(What is needed): Lines with the word "Vianney" are the ones wanted. Copy each of them from the entries below.

(Records from a data source):
▼

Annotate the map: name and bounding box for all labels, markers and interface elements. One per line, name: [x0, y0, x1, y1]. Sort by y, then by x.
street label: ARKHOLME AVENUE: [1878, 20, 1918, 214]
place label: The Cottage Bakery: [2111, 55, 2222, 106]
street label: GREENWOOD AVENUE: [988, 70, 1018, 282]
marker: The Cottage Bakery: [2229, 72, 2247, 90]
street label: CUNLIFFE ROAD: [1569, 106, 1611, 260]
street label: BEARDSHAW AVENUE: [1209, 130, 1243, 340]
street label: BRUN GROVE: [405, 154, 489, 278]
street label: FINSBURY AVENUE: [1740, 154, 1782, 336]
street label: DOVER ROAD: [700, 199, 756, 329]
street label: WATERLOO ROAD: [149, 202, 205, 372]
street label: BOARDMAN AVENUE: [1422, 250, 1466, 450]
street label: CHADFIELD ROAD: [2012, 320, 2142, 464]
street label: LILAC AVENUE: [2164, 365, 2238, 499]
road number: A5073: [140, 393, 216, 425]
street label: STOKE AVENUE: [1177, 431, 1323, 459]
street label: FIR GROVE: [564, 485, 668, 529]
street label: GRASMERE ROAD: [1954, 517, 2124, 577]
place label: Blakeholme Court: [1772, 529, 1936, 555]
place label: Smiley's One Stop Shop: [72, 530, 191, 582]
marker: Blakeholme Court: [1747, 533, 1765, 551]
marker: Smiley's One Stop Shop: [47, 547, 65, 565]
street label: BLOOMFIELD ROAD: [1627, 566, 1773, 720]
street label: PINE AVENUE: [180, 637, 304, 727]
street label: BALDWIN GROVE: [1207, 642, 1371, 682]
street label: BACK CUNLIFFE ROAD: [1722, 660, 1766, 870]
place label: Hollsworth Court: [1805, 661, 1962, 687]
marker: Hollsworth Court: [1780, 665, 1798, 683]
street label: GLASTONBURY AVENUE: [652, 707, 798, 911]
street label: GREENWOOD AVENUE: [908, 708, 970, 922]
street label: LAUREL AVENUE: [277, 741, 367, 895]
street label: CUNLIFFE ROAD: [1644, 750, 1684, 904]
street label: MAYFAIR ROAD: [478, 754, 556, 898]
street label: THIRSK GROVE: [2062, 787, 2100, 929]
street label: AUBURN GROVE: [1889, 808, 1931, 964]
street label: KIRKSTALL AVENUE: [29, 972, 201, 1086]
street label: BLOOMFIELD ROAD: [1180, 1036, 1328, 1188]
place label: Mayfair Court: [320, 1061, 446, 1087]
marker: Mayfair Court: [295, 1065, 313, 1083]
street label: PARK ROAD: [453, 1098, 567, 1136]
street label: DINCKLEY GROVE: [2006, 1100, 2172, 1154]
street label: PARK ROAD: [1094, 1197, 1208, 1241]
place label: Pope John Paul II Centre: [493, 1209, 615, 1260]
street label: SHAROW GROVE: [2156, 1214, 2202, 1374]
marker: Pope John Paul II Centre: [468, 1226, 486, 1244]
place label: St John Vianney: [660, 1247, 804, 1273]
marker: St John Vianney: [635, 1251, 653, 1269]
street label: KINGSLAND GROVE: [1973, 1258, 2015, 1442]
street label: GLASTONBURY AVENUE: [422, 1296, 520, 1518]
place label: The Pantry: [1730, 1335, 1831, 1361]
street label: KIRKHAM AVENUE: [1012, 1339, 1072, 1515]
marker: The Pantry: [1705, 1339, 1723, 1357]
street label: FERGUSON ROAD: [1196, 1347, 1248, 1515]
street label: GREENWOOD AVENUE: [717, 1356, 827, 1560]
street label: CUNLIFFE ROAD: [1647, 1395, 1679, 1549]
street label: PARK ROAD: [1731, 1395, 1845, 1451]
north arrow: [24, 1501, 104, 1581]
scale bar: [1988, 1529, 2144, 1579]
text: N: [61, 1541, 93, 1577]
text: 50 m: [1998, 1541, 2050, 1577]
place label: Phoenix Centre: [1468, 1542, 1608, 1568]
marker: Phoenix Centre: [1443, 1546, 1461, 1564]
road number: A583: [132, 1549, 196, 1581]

▲

(Reply to the exercise):
place label: St John Vianney: [660, 1247, 804, 1273]
marker: St John Vianney: [635, 1251, 653, 1269]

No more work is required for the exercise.